_Problem statement_: Please keep the pictures out and write out exactly the lines from the first in the data below through the one containing "Describe the street", both included.
------------------------------------------------
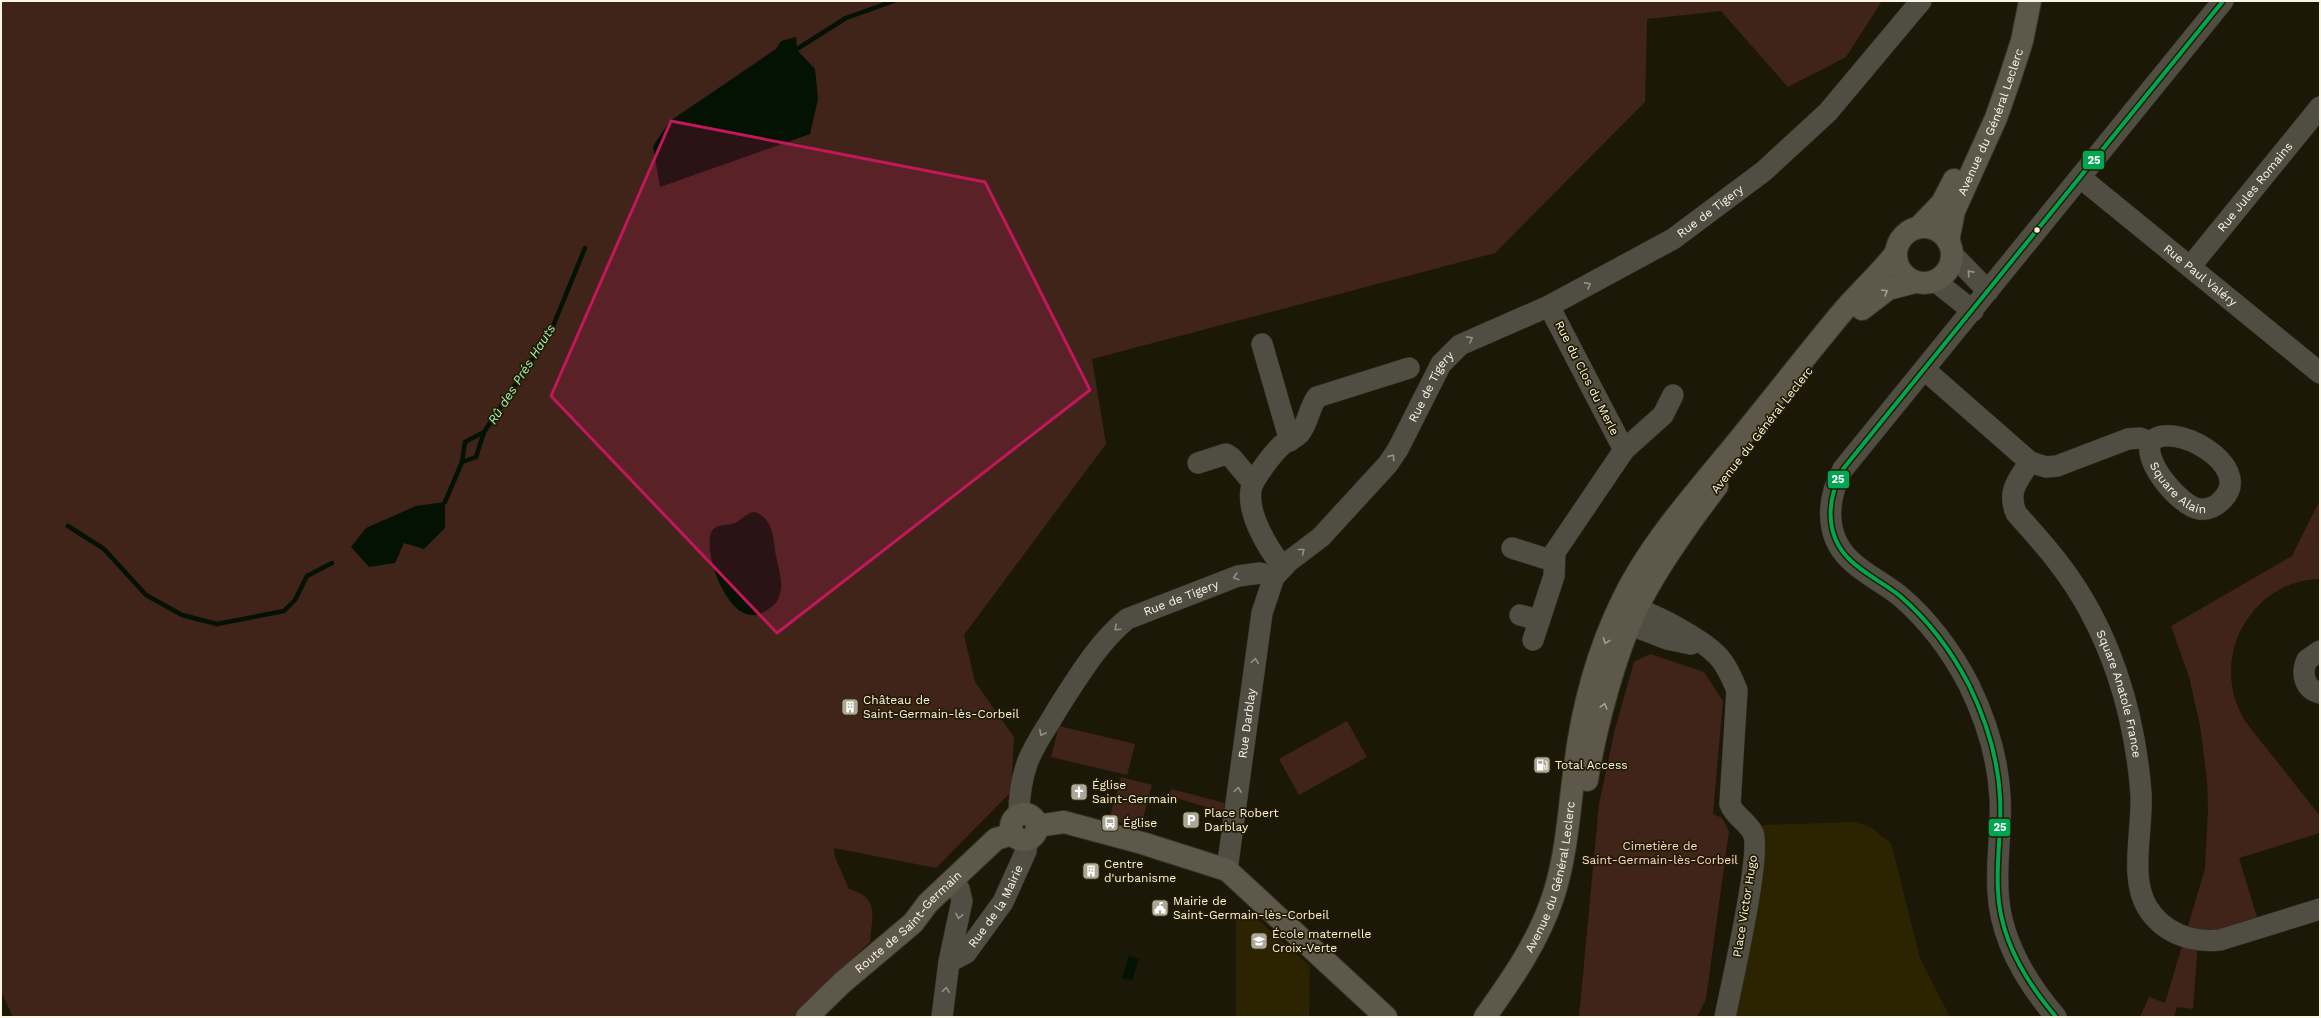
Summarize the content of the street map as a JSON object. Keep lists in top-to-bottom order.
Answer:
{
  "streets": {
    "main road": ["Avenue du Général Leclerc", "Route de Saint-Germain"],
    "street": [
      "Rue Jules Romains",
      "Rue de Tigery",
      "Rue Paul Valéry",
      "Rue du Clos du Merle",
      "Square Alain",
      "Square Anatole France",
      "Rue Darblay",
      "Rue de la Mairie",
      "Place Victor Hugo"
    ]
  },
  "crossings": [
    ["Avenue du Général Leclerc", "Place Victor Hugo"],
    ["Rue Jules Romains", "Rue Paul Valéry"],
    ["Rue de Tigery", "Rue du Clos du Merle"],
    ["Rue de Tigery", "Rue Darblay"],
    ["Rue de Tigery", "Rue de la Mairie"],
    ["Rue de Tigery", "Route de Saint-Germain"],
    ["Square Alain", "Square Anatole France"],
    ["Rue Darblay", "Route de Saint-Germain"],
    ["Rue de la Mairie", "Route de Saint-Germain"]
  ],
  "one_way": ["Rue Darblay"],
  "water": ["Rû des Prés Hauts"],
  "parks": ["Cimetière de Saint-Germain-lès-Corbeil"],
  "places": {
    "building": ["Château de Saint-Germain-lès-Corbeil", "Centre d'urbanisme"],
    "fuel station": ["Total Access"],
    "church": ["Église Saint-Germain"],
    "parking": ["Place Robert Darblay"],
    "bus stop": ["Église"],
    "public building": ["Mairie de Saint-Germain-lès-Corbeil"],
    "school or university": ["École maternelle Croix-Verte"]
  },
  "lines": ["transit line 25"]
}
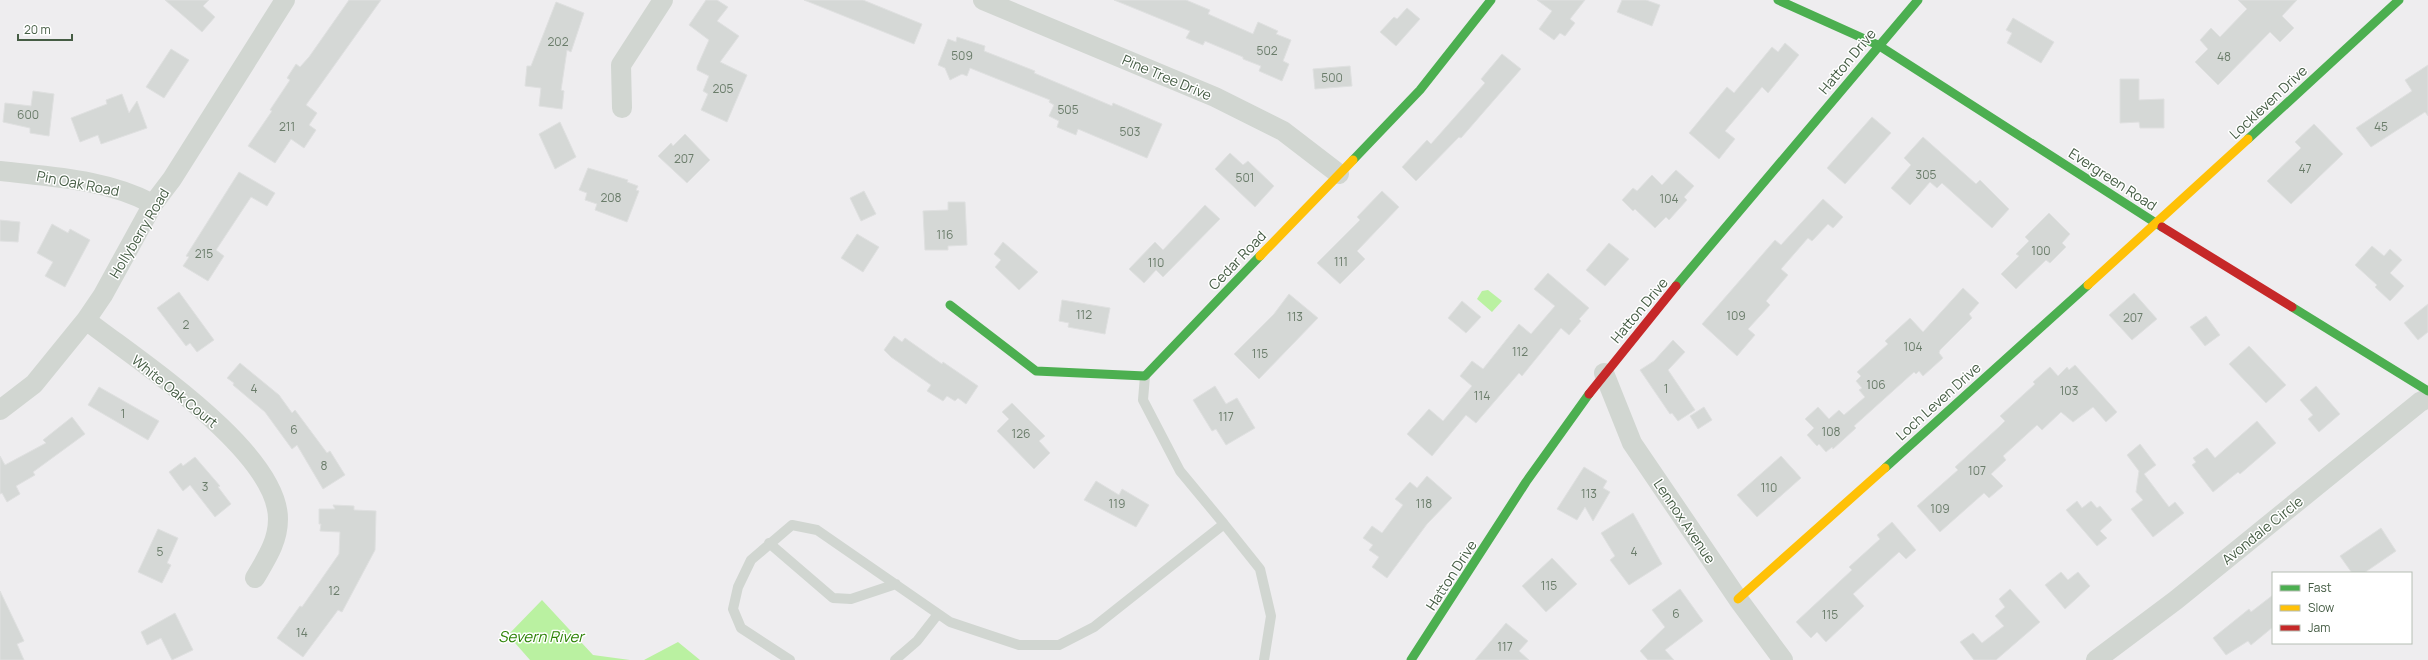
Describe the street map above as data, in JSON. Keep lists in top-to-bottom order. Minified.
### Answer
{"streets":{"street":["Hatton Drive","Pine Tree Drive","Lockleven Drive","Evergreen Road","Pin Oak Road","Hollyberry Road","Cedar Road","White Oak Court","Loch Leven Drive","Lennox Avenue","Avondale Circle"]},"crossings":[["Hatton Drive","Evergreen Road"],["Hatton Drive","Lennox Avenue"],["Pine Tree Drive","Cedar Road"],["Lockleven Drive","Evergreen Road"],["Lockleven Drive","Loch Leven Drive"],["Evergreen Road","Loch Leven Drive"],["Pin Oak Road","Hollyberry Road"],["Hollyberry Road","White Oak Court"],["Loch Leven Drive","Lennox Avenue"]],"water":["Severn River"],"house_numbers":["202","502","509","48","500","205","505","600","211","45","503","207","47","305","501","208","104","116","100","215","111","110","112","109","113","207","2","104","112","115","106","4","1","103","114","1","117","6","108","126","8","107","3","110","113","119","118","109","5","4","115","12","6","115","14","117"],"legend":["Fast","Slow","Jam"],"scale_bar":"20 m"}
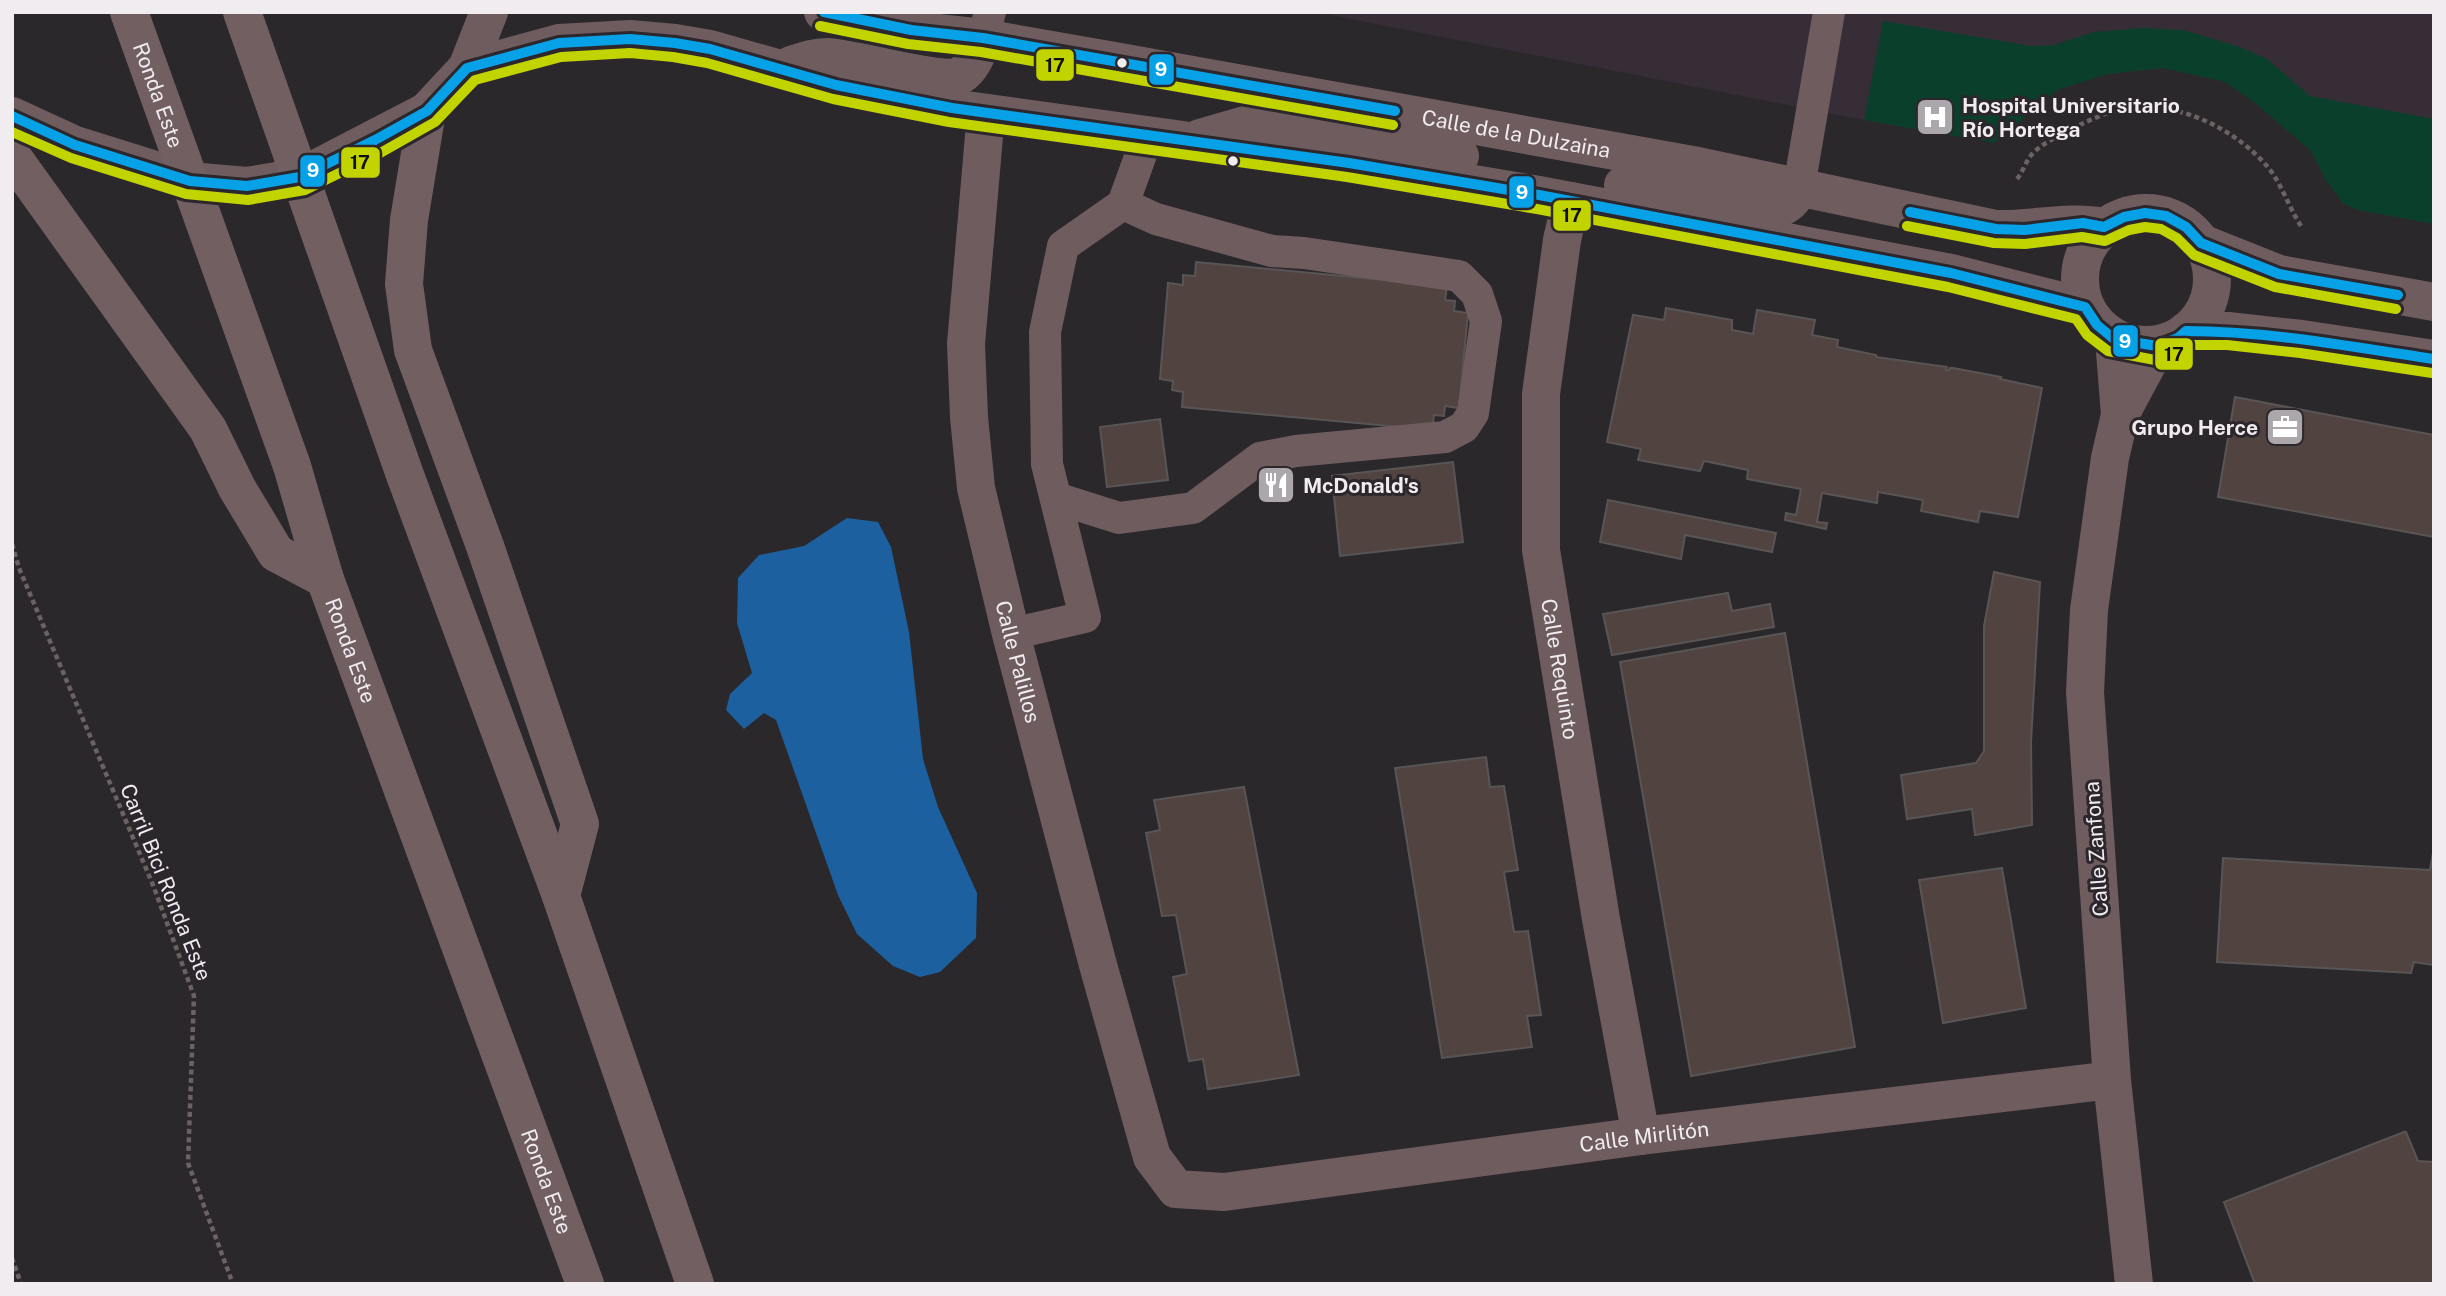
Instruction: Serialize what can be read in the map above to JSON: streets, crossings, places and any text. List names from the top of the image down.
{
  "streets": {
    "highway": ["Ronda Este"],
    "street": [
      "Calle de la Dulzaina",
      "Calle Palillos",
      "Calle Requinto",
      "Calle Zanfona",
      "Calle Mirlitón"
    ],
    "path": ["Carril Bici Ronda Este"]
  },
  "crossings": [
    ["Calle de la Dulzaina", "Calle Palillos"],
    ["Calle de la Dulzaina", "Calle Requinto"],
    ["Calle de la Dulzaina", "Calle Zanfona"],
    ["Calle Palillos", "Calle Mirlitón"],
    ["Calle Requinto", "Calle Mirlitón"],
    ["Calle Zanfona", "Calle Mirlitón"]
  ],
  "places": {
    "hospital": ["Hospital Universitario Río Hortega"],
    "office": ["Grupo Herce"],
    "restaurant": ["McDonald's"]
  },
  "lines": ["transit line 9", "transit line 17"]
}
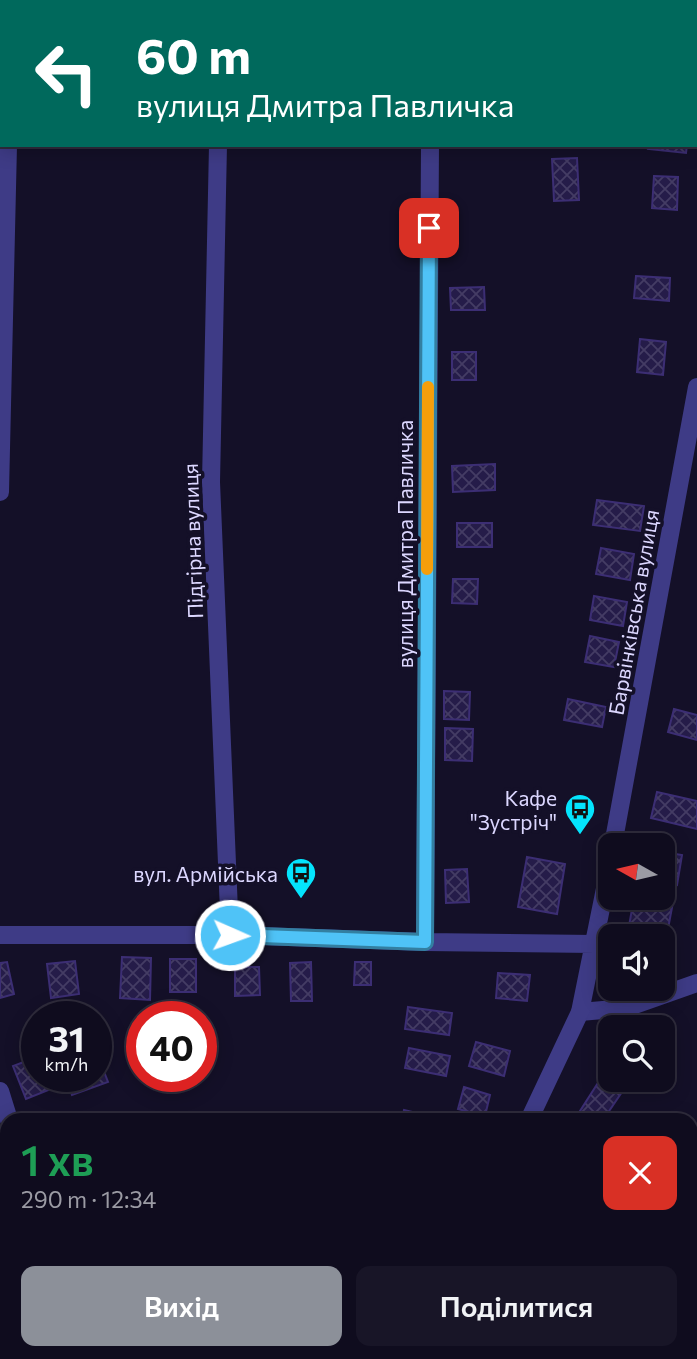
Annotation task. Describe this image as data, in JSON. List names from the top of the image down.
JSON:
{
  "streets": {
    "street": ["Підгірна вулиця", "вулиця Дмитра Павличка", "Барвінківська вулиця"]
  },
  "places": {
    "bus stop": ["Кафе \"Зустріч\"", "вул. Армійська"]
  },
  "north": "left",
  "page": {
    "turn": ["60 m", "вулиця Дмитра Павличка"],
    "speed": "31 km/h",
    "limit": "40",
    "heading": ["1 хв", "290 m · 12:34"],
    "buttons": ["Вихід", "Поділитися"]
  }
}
------------------------------------------------
_Response to the exercise_:
Summarize the content of the street map as a JSON object. Keep lists in top-to-bottom order.
Answer:
{
  "streets": {
    "main road": ["Avenue du Général Leclerc", "Route de Saint-Germain"],
    "street": [
      "Rue Jules Romains",
      "Rue de Tigery",
      "Rue Paul Valéry",
      "Rue du Clos du Merle",
      "Square Alain",
      "Square Anatole France",
      "Rue Darblay",
      "Rue de la Mairie",
      "Place Victor Hugo"
    ]
  },
  "crossings": [
    ["Avenue du Général Leclerc", "Place Victor Hugo"],
    ["Rue Jules Romains", "Rue Paul Valéry"],
    ["Rue de Tigery", "Rue du Clos du Merle"],
    ["Rue de Tigery", "Rue Darblay"],
    ["Rue de Tigery", "Rue de la Mairie"],
    ["Rue de Tigery", "Route de Saint-Germain"],
    ["Square Alain", "Square Anatole France"],
    ["Rue Darblay", "Route de Saint-Germain"],
    ["Rue de la Mairie", "Route de Saint-Germain"]
  ],
  "one_way": ["Rue Darblay"],
  "water": ["Rû des Prés Hauts"],
  "parks": ["Cimetière de Saint-Germain-lès-Corbeil"],
  "places": {
    "building": ["Château de Saint-Germain-lès-Corbeil", "Centre d'urbanisme"],
    "fuel station": ["Total Access"],
    "church": ["Église Saint-Germain"],
    "parking": ["Place Robert Darblay"],
    "bus stop": ["Église"],
    "public building": ["Mairie de Saint-Germain-lès-Corbeil"],
    "school or university": ["École maternelle Croix-Verte"]
  },
  "lines": ["transit line 25"]
}
Describe the street map above as data, in JSON. Keep lists in top-to-bottom order. Minified.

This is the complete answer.